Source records
• • • • •
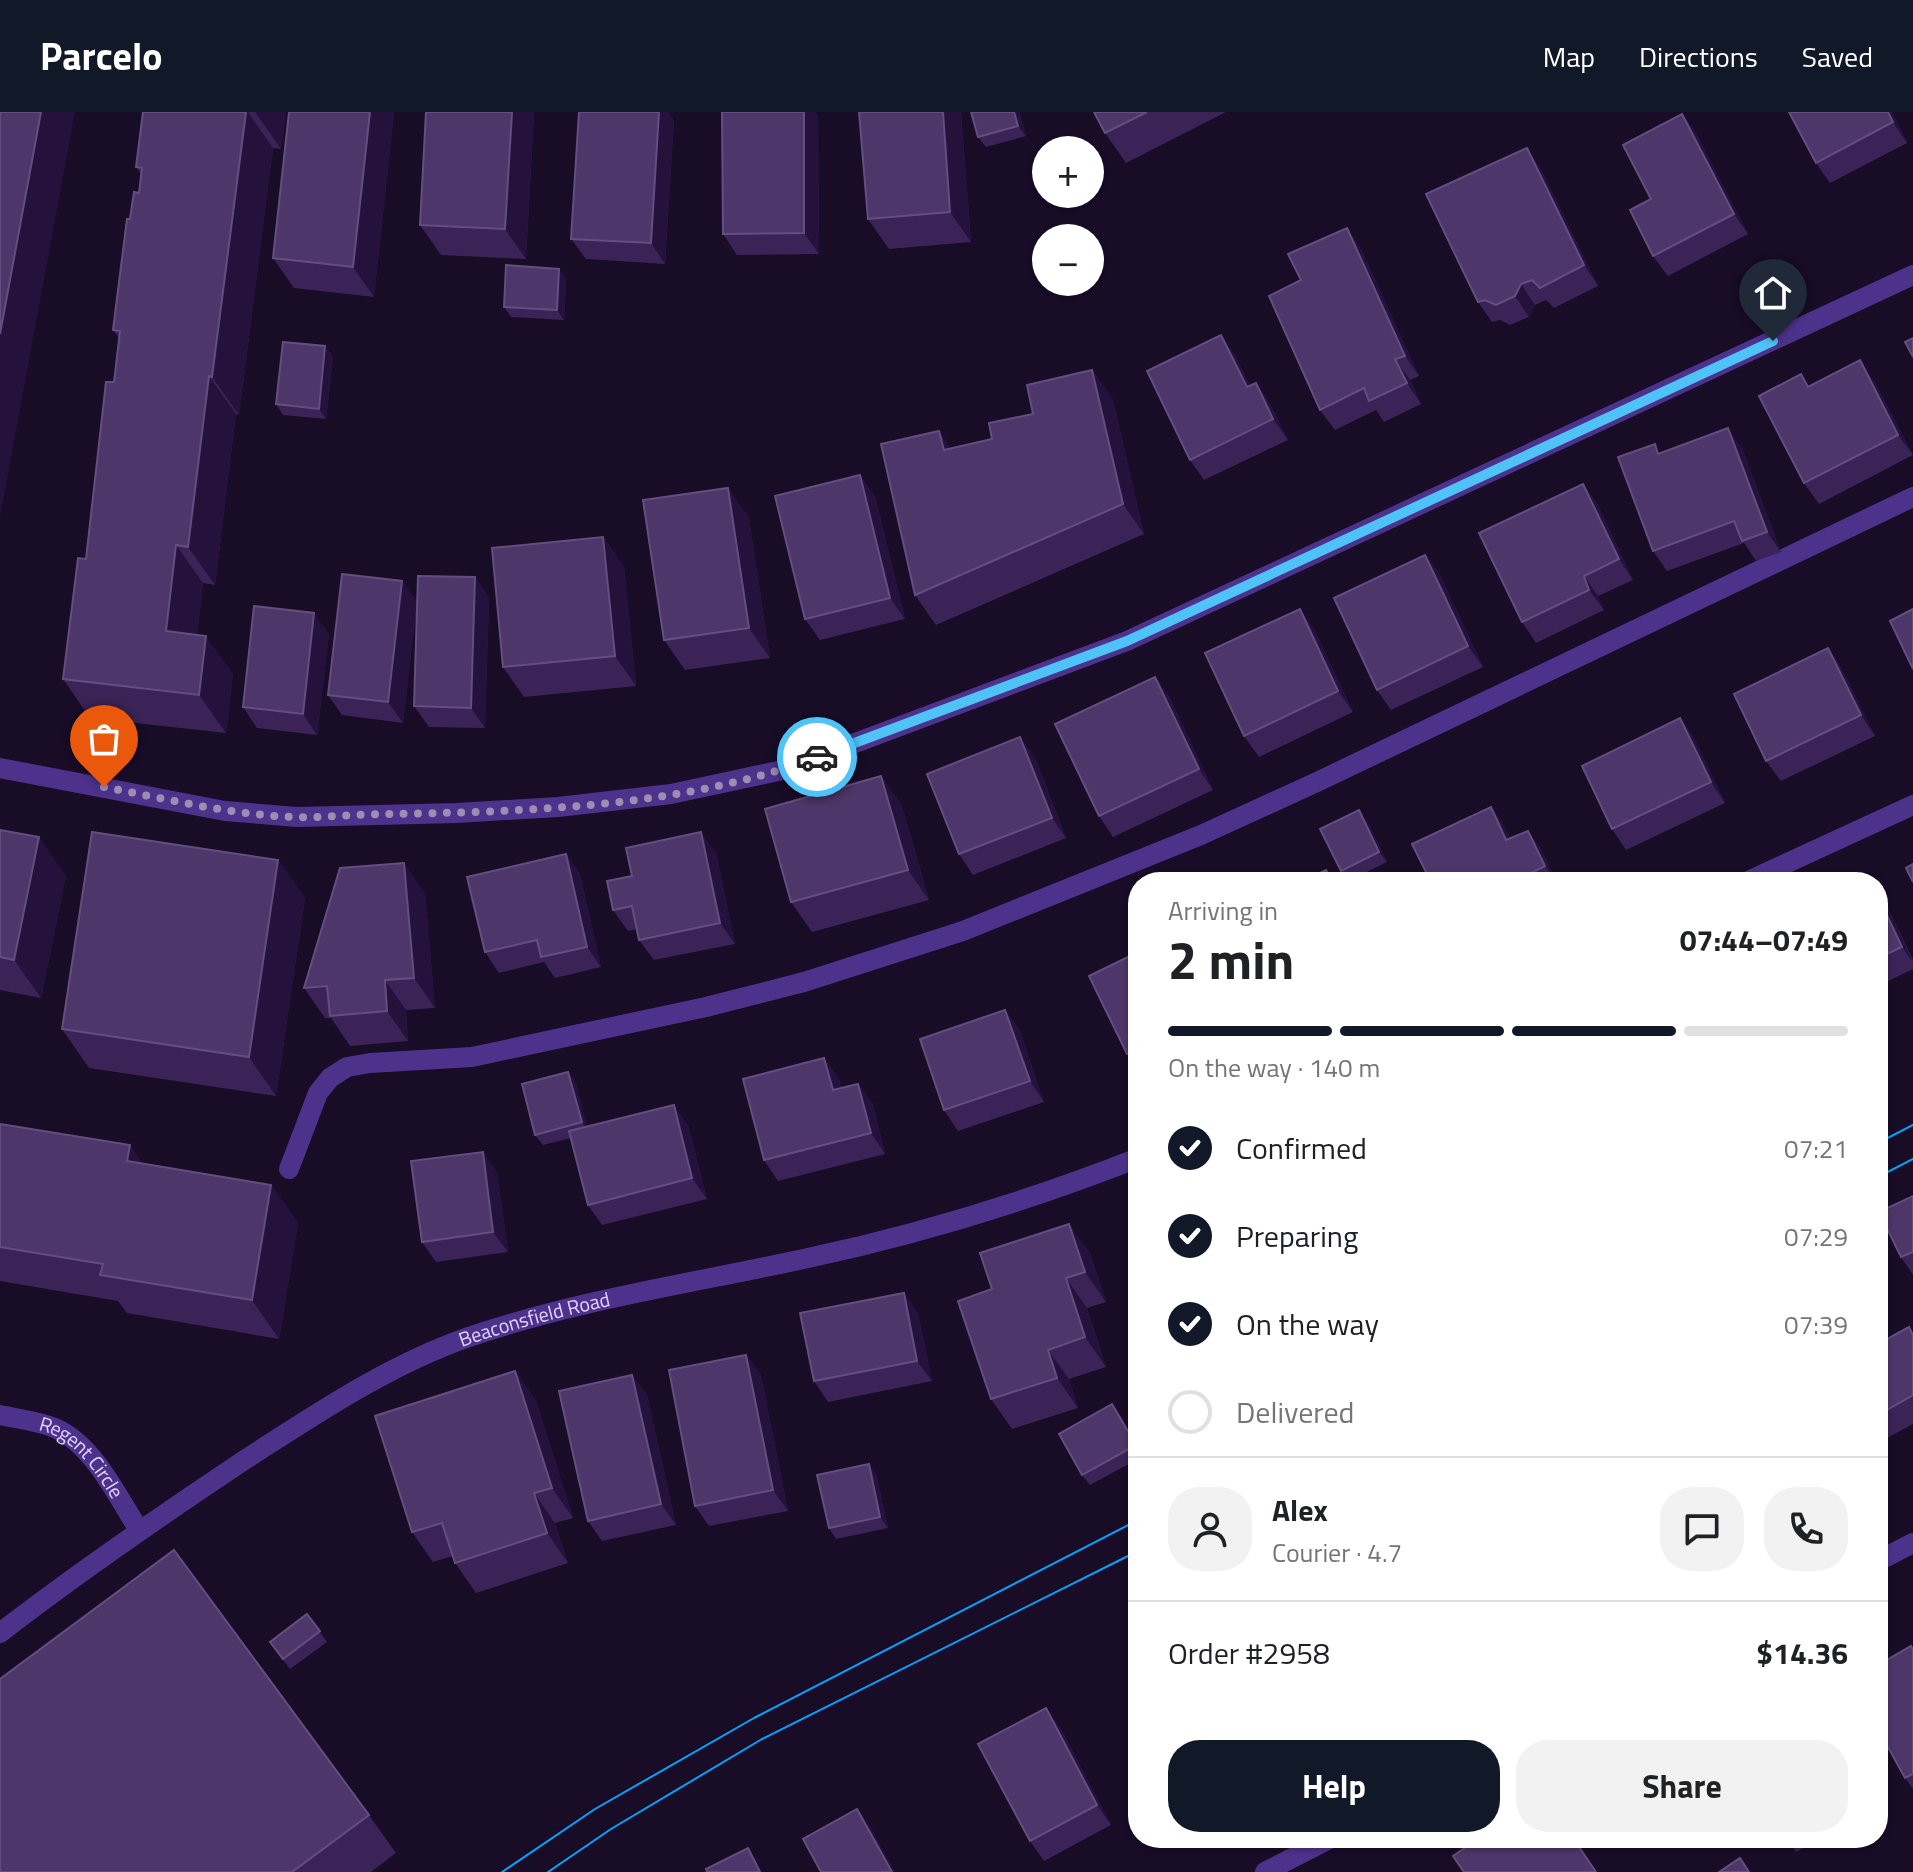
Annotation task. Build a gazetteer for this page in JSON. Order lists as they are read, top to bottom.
{
  "streets": {
    "street": ["Beaconsfield Road", "Regent Circle"]
  },
  "crossings": [
    ["Beaconsfield Road", "Regent Circle"]
  ],
  "page": {
    "header": "Parcelo",
    "nav": ["Map", "Directions", "Saved"],
    "map_buttons": ["+", "−"],
    "heading": ["2 min", "Arriving in", "07:44–07:49"],
    "panel": [
      "Alex",
      "Courier · 4.7",
      "Order #2958",
      "$14.36"
    ],
    "bar": "On the way · 140 m",
    "list": [
      ["Confirmed", "07:21"],
      ["Preparing", "07:29"],
      ["On the way", "07:39"],
      "Delivered"
    ],
    "buttons": ["Help", "Share"]
  }
}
• • • • •
TASK DIRECTIONS -> Keep each line of the records exactly as it is while transcribing them, but leave the images behind.

EXERCISE RESPONSE ->
Annotation task. Build a gazetteer for this page in JSON. Order lists as they are read, top to bottom.
{
  "streets": {
    "street": ["Beaconsfield Road", "Regent Circle"]
  },
  "crossings": [
    ["Beaconsfield Road", "Regent Circle"]
  ],
  "page": {
    "header": "Parcelo",
    "nav": ["Map", "Directions", "Saved"],
    "map_buttons": ["+", "−"],
    "heading": ["2 min", "Arriving in", "07:44–07:49"],
    "panel": [
      "Alex",
      "Courier · 4.7",
      "Order #2958",
      "$14.36"
    ],
    "bar": "On the way · 140 m",
    "list": [
      ["Confirmed", "07:21"],
      ["Preparing", "07:29"],
      ["On the way", "07:39"],
      "Delivered"
    ],
    "buttons": ["Help", "Share"]
  }
}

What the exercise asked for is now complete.